The medals, belonging to a Private Ryan of the 1st Battalion of the Royal Munster Fusiliers, were found by shop volunteer and park keeper at Carrianass Castle, Steve Roffe.
‘It was an old tweed jacket, very worn out and I was going to place it on the pile with the other items that were beyond selling in the shop,’ Steve told The Southern Star.
‘Then I thought I felt something in the pocket and out came this clear plastic bag with the two medals inside.’
The medals, both of which are inscribed with Private Ryan’s name and his military number, immediately grabbed the imagination of Steve’s fellow volunteers and they decided to find out as much as they could, not only about the medals, but the story of Private Ryan as well.

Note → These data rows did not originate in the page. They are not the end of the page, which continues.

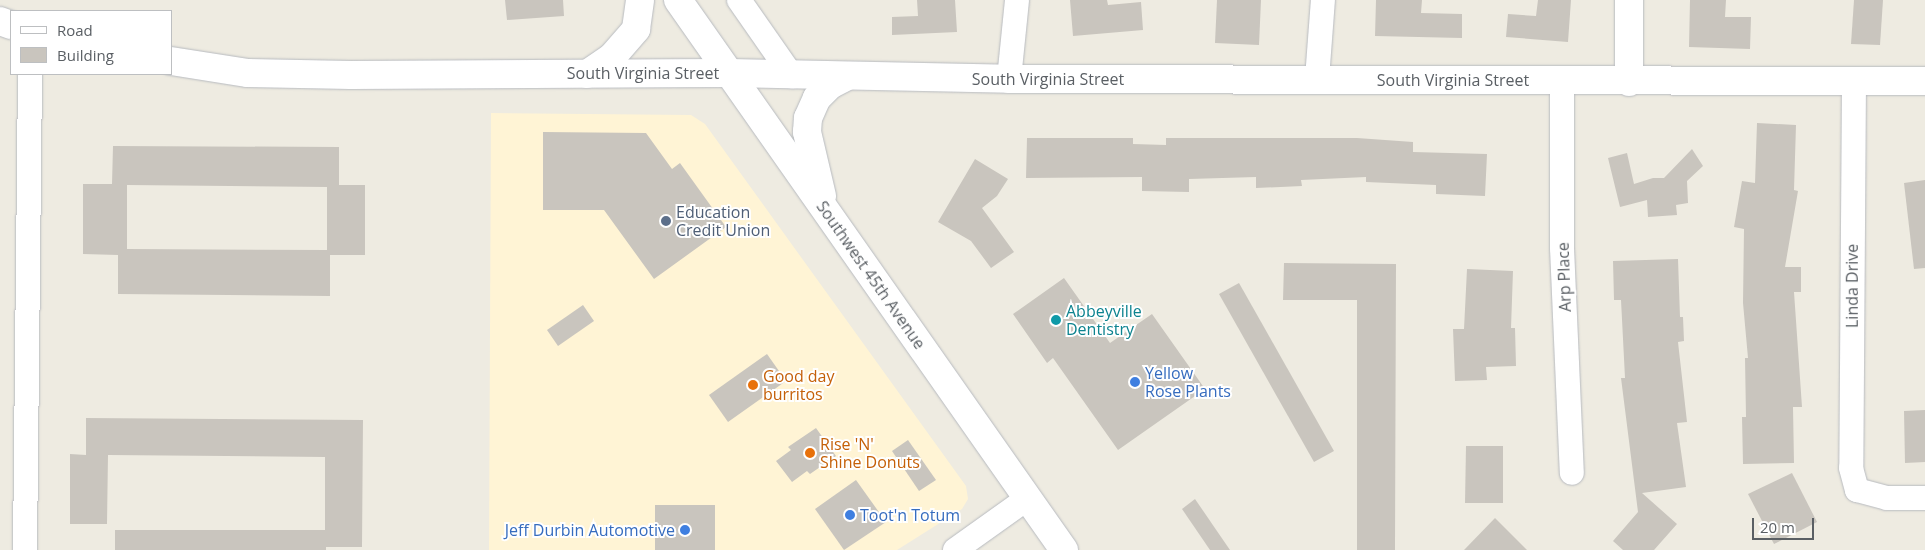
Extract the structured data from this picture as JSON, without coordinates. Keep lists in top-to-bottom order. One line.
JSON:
{"streets":{"street":["South Virginia Street","Southwest 45th Avenue","Arp Place","Linda Drive"]},"crossings":[["South Virginia Street","Southwest 45th Avenue"],["South Virginia Street","Arp Place"],["South Virginia Street","Linda Drive"]],"places":["Education Credit Union","Abbeyville Dentistry","Yellow Rose Plants","Good day burritos","Rise 'N' Shine Donuts","Toot'n Totum","Jeff Durbin Automotive"],"legend":["Road","Building"],"scale_bar":"20 m"}
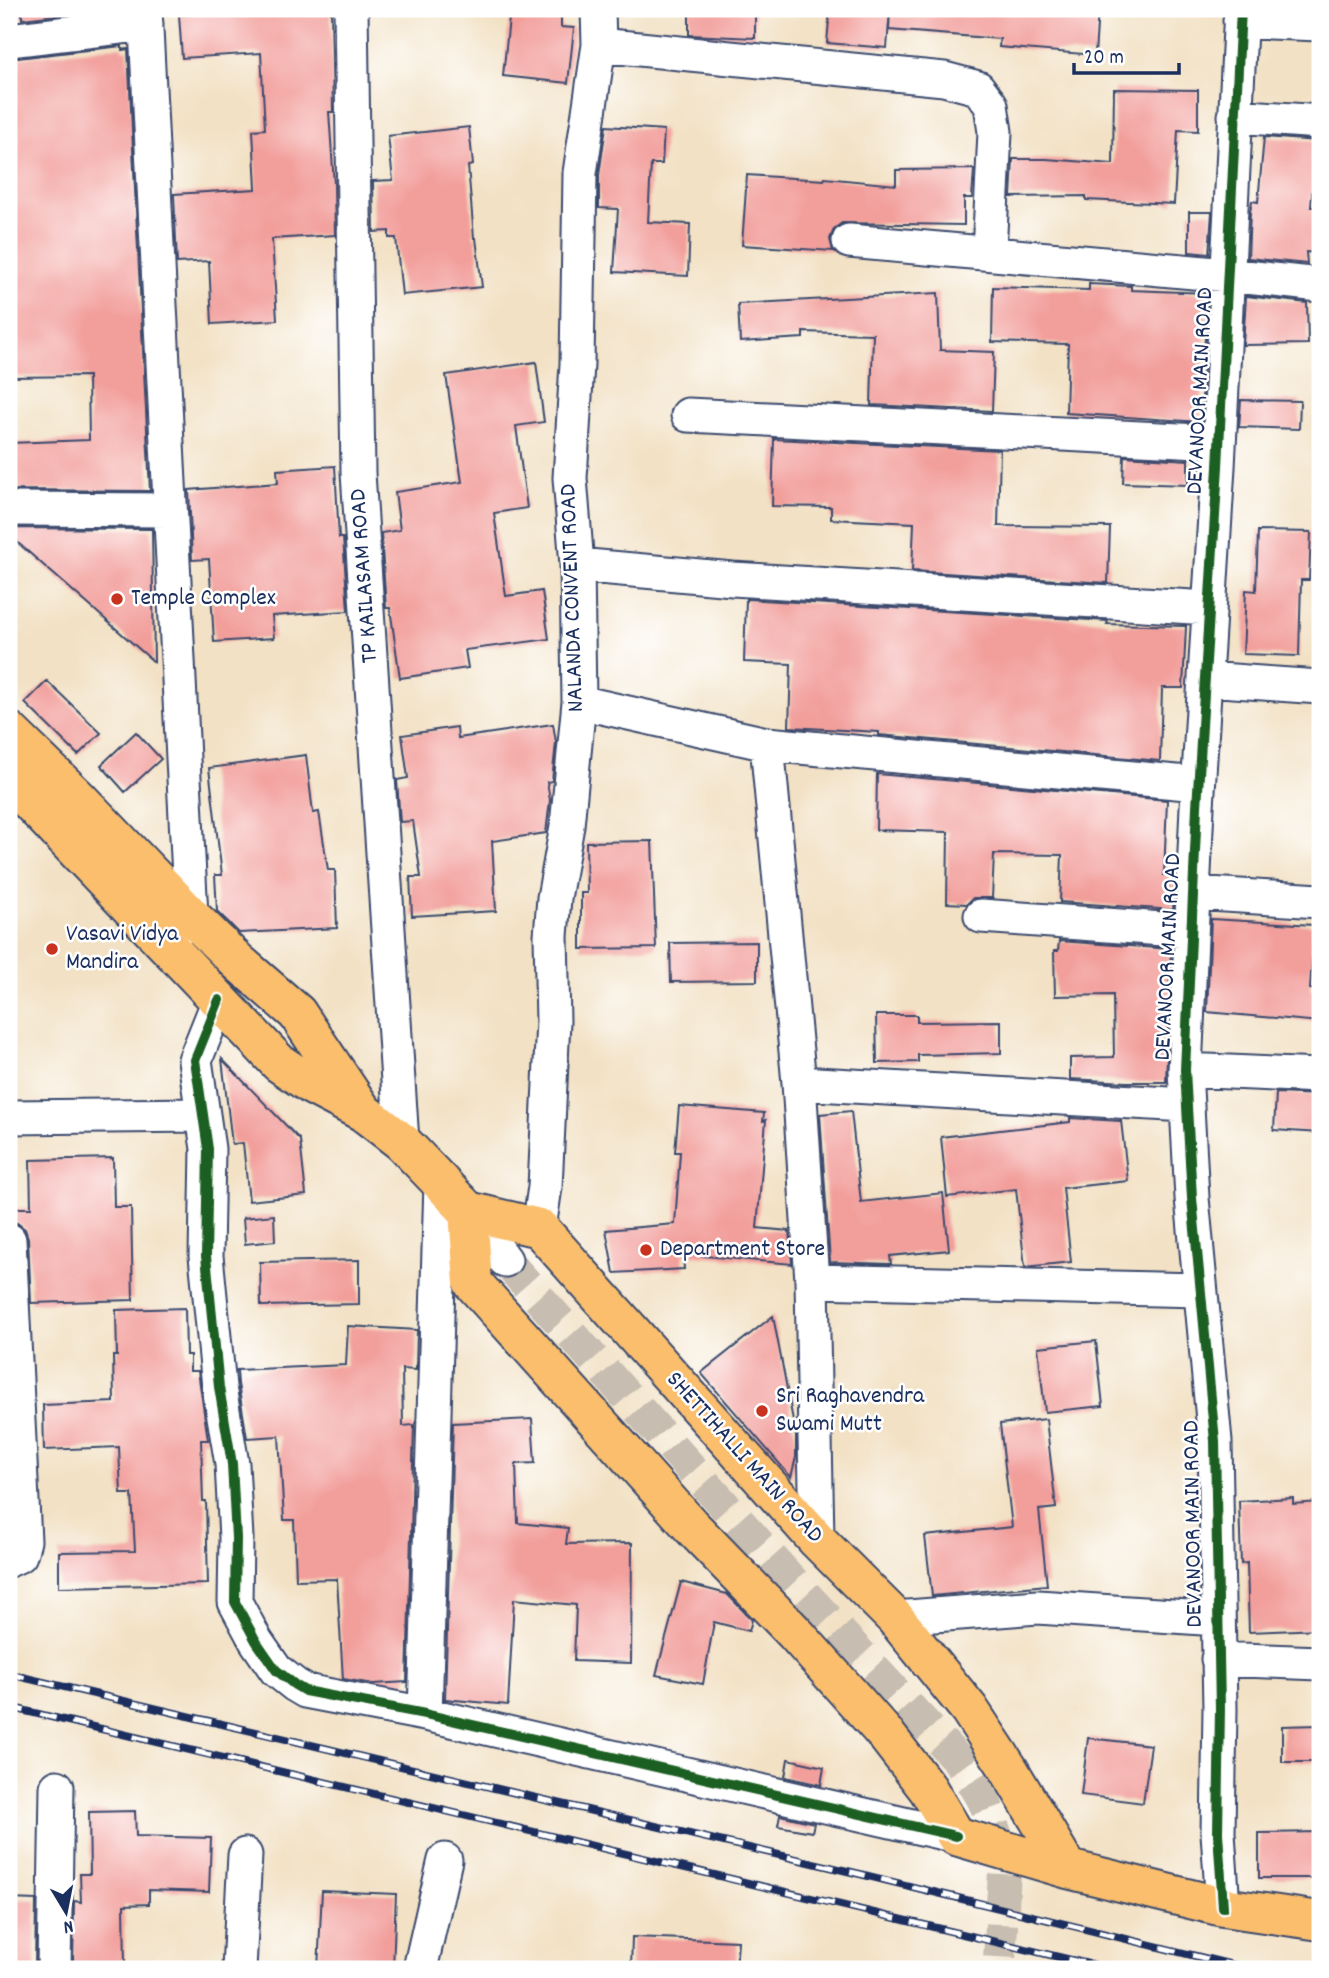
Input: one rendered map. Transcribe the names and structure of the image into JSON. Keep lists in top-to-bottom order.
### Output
{
  "streets": {
    "main road": ["SHETTIHALLI MAIN ROAD"],
    "street": ["DEVANOOR MAIN ROAD", "TP KAILASAM ROAD", "NALANDA CONVENT ROAD"]
  },
  "crossings": [
    ["NALANDA CONVENT ROAD", "SHETTIHALLI MAIN ROAD"]
  ],
  "places": [
    "Temple Complex",
    "Vasavi Vidya Mandira",
    "Department Store",
    "Sri Raghavendra Swami Mutt"
  ],
  "scale_bar": "20 m",
  "north": "bottom"
}
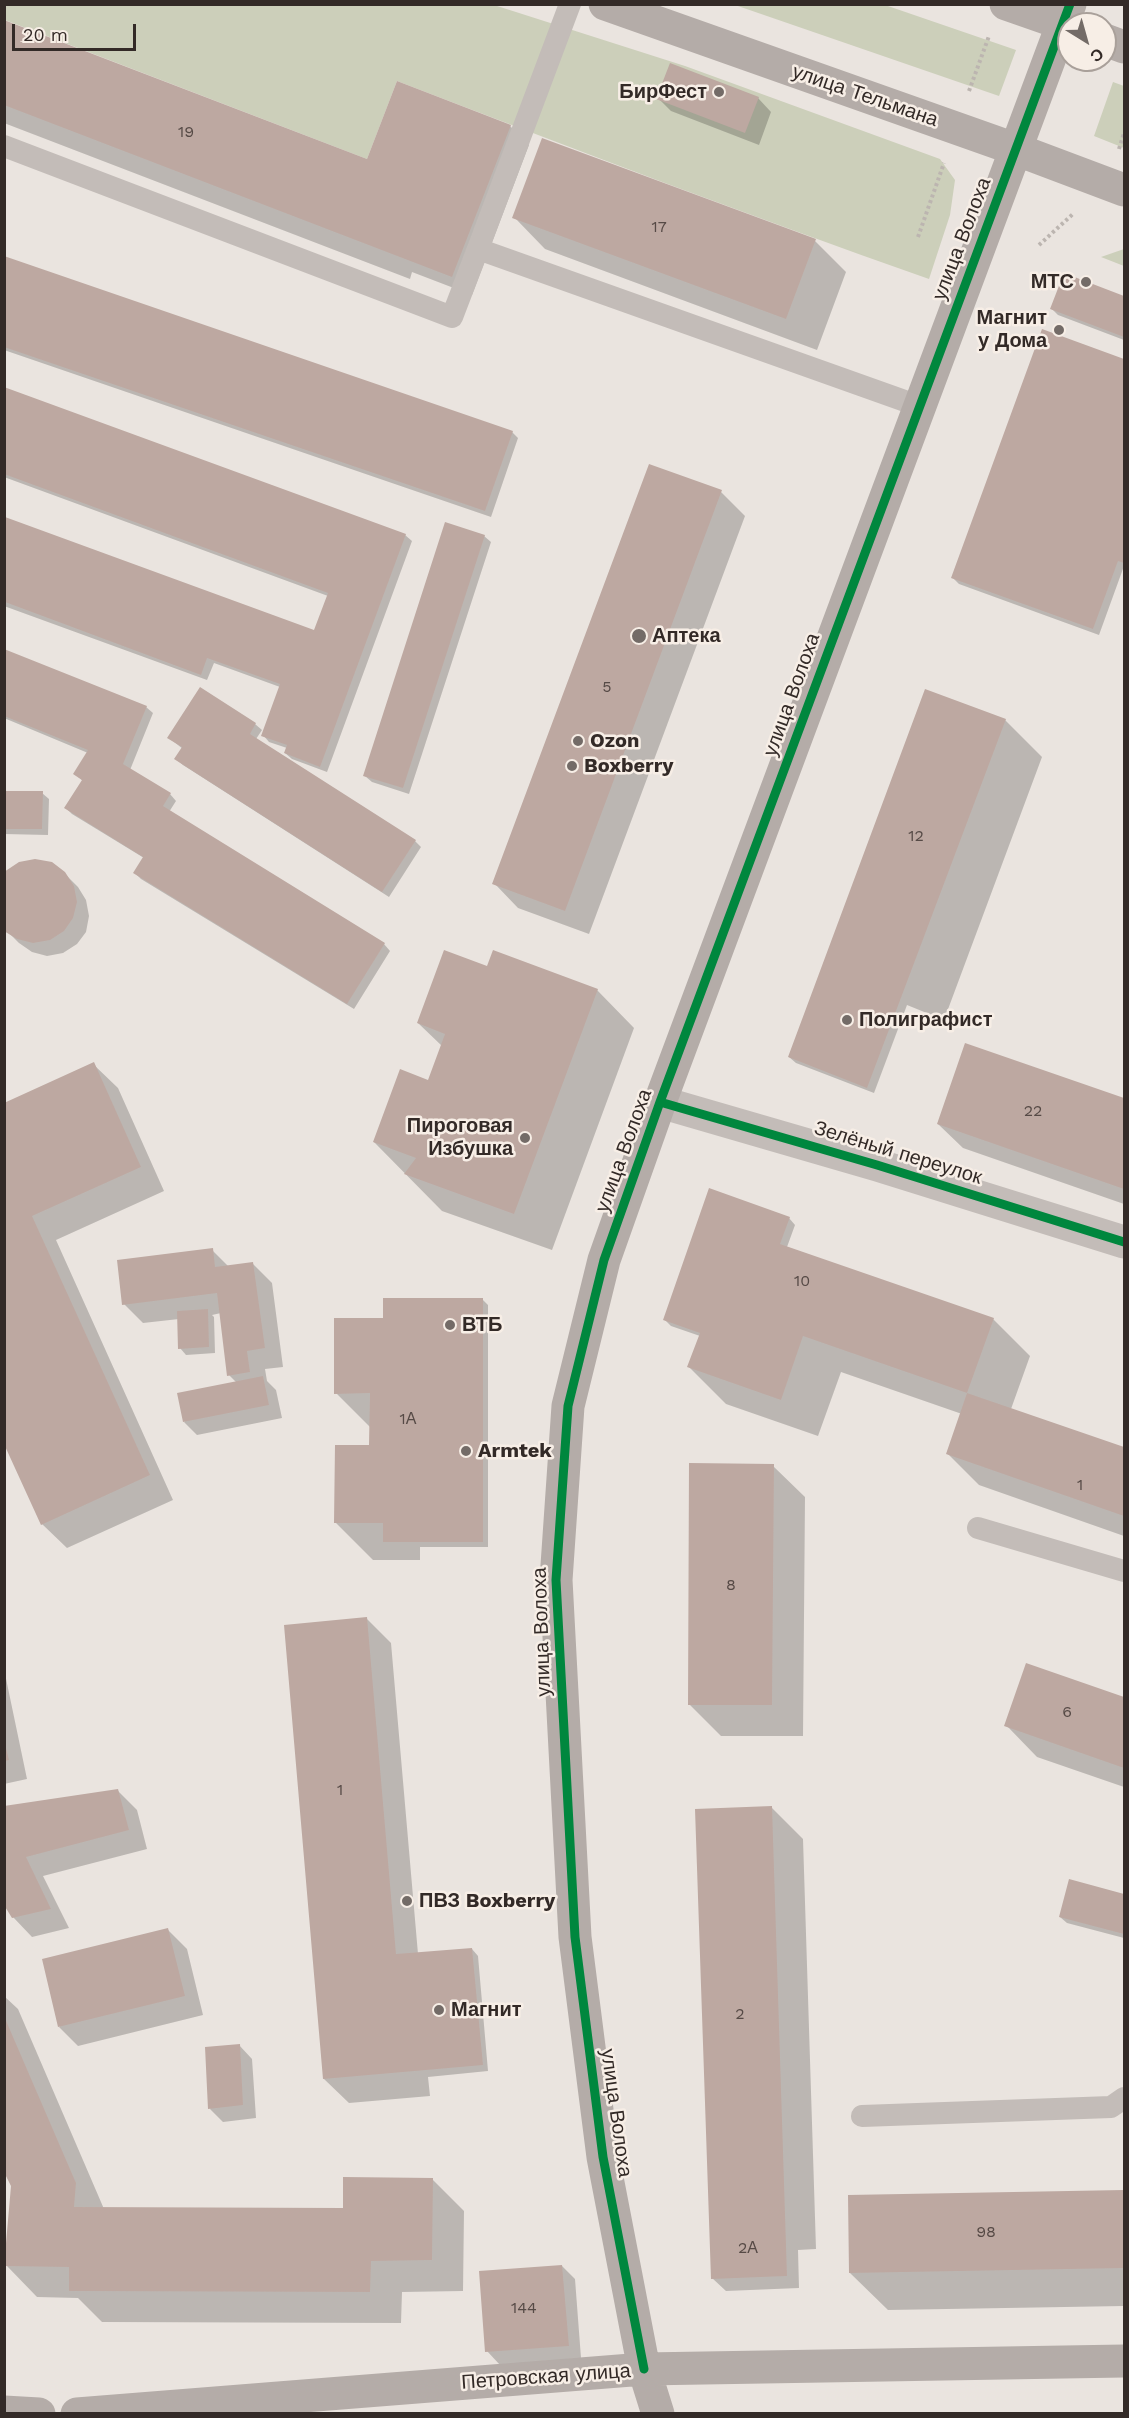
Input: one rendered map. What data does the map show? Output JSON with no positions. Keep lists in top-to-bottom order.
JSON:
{
  "streets": {
    "street": [
      "улица Тельмана",
      "улица Волоха",
      "Зелёный переулок",
      "Петровская улица"
    ]
  },
  "crossings": [
    ["улица Тельмана", "улица Волоха"],
    ["улица Волоха", "Зелёный переулок"],
    ["улица Волоха", "Петровская улица"]
  ],
  "places": [
    "БирФест",
    "МТС",
    "Магнит у Дома",
    "Аптека",
    "Ozon",
    "Boxberry",
    "Полиграфист",
    "Пироговая Избушка",
    "ВТБ",
    "Armtek",
    "ПВЗ Boxberry",
    "Магнит"
  ],
  "house_numbers": [
    "19",
    "17",
    "5",
    "12",
    "22",
    "10",
    "1А",
    "1",
    "8",
    "6",
    "1",
    "2",
    "98",
    "2А",
    "144"
  ],
  "scale_bar": "20 m",
  "north": "bottom right"
}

‘We got onto the Skibbereen Heritage Centre, to Terri Kearney and Kevin Tomlinson,’ Ed Smith, treasurer at the Carrianass Castle Community Group said. ‘We’ve discovered, thanks to Kevin, that Private Ryan had been a volunteer who joined the 1st Battalion of the Royal Munster Fusiliers in the first year of the war, 1914.’
As the name suggests, the Royal Munster Fusiliers, or the ‘Munsters’ as they were known locally, recruited from across the southern counties and the regiment saw action firstly in India and then during the first World War, in Gallipoli, Palestine, and on the western front during the Battle of the Somme. When the war ended the ‘Munsters’ were disbanded with the other southern regiments in 1922, with the foundation of the state.
‘We’ve had other discoveries like this one over the last few years,’ Terri Kearney said. ‘We are working with a number of experts to get as much information. What’s very strange about the discovery of the medals is that they were found in someone’s pocket, not in a box or a tin where they would have been kept for safe keeping. These mean something special to someone who carried that about with them.’
The volunteers at the charity shop think that the bag containing the jacket was dropped off last October.
‘We discovered that Private Ryan, who possibly hailed from Co Tipperary, enlisted in the army in 1898 so we think he must have been in his early 30s when he volunteered for active service,’ Steve said. ‘He would definitely have seen service in Gallipoli and then on the western front at the Somme, and we also know that he survived the war, was demobbed (left the army) and then rejoined again. We also know that he was nominated to receive a bravery award, the Military Medal, but it was not awarded, for some reason.’
With a number of experts on the case, the Kealkil group hopes that it won’t be long before they have more information about Private Ryan.
‘We have enlisted the help of Jerry Conroy, curator at the World War Memorial Room at Camden Fort’s research centre,’ Steve continued. ‘We will also be sending all the information we have to the British military records service at Kew outside London, and from this we hope to learn more about Private Ryan and perhaps find out what happened to him after the war, or if he has any relatives that we could send the medals to.’
The Kealkil Charity Shop, part of the Carriganass Castle Community Group, has been open for just over three years.
‘We plan on holding an open day here on Saturday March 2nd for people to come along and see the medals, and perhaps bring some information about Private Ryan with them,’ Ed said.